The Keeley’s talk about the importance of just being together, of “dwelling richly,” and not just adding more things to do. Of the power of letting your children see you at your own faith practices–devotions, worship, service.

The building blocks of faith

There are some basic things we want our children to know and understand:

  • I belong to Jesus and to his body, the church.
  • I know and understand the story of God’s faithfulness–and that I’m a part of it.
  • I have hope that, through Jesus, and through all God’s promises, God is making all things new–and God is using me to make that happen.
  • I am called to work in God’s kingdom and I am equipped to do that work.

We don’t have to think of these as items to tick off. They can be themes interwoven throughout your day and your week, and as language to use as you look at and talk about what is shaping your family’s faith as you go about your lives.

You don’t need all the answers

Children at every age don’t need you to have all the answers about God and the Bible–they need to see that your faith is meaningful to your life. If they ask something that you don’t have an immediate answer to, exploring it together gives them the sense that faith is something that can continue to grow, that it is a relationship and not just a list of things they can know. These are helpful phrases (thanks to Meredith Ann Miller and Brad Griffin of the Fuller Youth Institute):

I don’t know, but… let’s find out together, let’s ask so-and-so, what do you guess, this is what I guess, this is what I’ve experienced, this is how I understand it but it’s also a bit of a mystery, etc.

Lots of people who love Jesus think differently about that… this is what I think, I used to think X but I learned Y and now I think Z, etc.

That’s a really important idea. Let’s take some time with that. This is useful for complex ideas and big questions: tackle them a little bit at a time.

There’s more to it, but I’d be talking too long. We’ll get to that later. You can use this when you have to break down a complex idea–but then be sure to circle back to it!

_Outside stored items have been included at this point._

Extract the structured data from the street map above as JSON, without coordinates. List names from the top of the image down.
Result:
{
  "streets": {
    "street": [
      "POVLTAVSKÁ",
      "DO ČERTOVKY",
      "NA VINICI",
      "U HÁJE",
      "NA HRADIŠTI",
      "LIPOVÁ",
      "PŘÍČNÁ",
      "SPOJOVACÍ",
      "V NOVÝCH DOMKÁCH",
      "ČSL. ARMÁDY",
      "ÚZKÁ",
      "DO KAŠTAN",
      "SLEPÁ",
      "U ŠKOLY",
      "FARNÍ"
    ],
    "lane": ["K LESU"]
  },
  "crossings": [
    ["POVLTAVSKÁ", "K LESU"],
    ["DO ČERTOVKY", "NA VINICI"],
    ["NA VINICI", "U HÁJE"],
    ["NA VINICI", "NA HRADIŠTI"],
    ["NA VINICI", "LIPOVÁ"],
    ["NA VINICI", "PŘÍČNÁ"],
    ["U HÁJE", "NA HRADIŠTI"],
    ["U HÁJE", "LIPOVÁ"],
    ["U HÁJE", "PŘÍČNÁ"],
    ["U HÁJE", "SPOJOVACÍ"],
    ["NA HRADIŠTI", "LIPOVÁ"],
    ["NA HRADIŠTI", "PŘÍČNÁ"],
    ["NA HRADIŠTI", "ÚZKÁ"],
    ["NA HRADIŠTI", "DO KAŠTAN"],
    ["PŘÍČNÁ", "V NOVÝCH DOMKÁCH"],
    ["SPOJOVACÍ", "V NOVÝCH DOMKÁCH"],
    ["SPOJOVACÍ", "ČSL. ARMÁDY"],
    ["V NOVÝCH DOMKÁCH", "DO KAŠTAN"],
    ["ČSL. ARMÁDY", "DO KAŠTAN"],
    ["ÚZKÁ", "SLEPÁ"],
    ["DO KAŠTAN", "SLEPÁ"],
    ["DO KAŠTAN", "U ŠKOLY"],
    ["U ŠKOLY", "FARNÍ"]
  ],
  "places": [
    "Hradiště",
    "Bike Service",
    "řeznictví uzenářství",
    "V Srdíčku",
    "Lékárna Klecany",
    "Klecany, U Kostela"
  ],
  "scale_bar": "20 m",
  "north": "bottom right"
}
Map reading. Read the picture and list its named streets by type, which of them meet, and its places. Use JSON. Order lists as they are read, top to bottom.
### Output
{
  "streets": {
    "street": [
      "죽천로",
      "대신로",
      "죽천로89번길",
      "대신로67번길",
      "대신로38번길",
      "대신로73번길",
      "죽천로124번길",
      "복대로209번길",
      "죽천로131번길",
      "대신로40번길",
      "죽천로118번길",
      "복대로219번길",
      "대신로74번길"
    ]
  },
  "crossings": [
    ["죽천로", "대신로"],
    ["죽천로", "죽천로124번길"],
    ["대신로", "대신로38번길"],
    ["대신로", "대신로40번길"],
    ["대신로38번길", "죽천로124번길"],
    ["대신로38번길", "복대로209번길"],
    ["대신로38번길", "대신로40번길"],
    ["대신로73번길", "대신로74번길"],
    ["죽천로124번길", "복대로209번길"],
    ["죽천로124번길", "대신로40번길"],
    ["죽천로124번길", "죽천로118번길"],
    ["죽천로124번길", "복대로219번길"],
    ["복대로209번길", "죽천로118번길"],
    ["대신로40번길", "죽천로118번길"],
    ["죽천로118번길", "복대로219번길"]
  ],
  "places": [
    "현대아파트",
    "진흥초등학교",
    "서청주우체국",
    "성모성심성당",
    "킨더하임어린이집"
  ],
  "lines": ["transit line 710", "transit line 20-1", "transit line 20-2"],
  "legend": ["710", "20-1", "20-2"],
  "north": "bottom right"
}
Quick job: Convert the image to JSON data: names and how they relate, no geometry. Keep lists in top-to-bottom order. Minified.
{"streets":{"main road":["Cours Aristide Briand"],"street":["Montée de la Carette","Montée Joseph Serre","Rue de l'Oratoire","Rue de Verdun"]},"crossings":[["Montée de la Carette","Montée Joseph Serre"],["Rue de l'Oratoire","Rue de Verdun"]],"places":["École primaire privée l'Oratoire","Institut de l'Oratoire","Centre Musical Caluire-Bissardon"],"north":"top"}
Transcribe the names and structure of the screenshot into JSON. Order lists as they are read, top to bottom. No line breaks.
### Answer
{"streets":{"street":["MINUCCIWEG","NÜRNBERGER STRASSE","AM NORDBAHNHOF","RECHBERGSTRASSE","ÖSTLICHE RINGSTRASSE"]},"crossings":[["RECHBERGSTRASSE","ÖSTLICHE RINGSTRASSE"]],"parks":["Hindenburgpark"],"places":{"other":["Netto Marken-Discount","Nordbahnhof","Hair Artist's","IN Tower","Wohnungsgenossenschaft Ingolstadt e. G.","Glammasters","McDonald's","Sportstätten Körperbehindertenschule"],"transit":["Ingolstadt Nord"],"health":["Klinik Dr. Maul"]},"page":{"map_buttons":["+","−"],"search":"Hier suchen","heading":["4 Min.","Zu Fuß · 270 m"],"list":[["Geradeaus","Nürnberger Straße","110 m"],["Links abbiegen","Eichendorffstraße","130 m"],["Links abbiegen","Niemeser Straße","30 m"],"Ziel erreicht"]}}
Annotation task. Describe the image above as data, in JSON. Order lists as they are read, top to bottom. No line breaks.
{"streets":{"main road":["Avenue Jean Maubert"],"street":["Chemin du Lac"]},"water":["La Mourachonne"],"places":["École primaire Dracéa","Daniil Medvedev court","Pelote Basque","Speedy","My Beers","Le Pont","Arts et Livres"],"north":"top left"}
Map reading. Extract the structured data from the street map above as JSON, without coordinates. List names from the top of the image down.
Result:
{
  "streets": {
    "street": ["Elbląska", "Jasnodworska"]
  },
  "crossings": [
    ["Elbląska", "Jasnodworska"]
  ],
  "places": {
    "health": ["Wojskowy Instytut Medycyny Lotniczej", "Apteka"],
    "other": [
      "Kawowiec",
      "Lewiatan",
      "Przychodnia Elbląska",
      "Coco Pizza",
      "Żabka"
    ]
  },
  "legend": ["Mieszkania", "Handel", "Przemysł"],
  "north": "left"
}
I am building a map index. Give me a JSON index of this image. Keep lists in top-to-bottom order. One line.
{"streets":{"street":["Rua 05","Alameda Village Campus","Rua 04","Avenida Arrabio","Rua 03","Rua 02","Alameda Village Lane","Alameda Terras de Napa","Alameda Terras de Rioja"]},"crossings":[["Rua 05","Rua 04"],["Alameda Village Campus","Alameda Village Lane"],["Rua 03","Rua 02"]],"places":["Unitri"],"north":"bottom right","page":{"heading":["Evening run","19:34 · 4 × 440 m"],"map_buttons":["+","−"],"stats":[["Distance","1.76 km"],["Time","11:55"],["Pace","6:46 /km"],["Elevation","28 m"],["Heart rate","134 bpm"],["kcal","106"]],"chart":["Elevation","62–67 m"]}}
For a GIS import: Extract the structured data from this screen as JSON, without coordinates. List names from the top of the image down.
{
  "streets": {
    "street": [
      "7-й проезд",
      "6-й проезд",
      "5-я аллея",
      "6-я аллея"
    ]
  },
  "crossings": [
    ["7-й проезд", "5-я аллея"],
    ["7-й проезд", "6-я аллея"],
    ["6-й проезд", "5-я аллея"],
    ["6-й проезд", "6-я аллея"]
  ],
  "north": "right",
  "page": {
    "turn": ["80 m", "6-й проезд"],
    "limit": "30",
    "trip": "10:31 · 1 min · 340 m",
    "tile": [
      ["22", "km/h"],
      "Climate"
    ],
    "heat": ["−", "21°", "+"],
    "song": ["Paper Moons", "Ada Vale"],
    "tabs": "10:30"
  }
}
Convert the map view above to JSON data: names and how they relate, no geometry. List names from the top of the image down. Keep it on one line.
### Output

Meredith Anne Miller's tips for talking about faith, God, and the Bible with kids: think shorter, simpler, sillier.

Other avenues

  • Tell your own faith stories, too.
  • Take them with you when you serve.
  • Let them see you have your own devotions.
  • Ask them random questions about their ideas and experiences of church, of Bible stories, of God and Jesus (especially when driving or going for a walk, so there isn’t the face-to-face pressure that can stymy many children).
  • Don’t be afraid to tell them that people disagree with how to understand big issues of faith, or that something is a mystery, or that something is your guess.
  • Gather a bunch of Bibles with different translations and compare how they present a story or a verse (we’ve had great fun doing that in Sunday school).

Children with intellectual disabilities

Children and teens with intellectual disabilities will have varying understandings of faith and of what communion is all about. Happily, faith is more about having a relationship with Jesus, about trusting God, than it is about understanding sophisticated theology. There are so many deep truths that those with intellectual disabilities can fully live out: God loves you, Jesus chooses you, God forgives you when you are sorry for things you do, God wants you to talk to him about what is going on in your life, Jesus wants to help you, God created this amazing world, etc.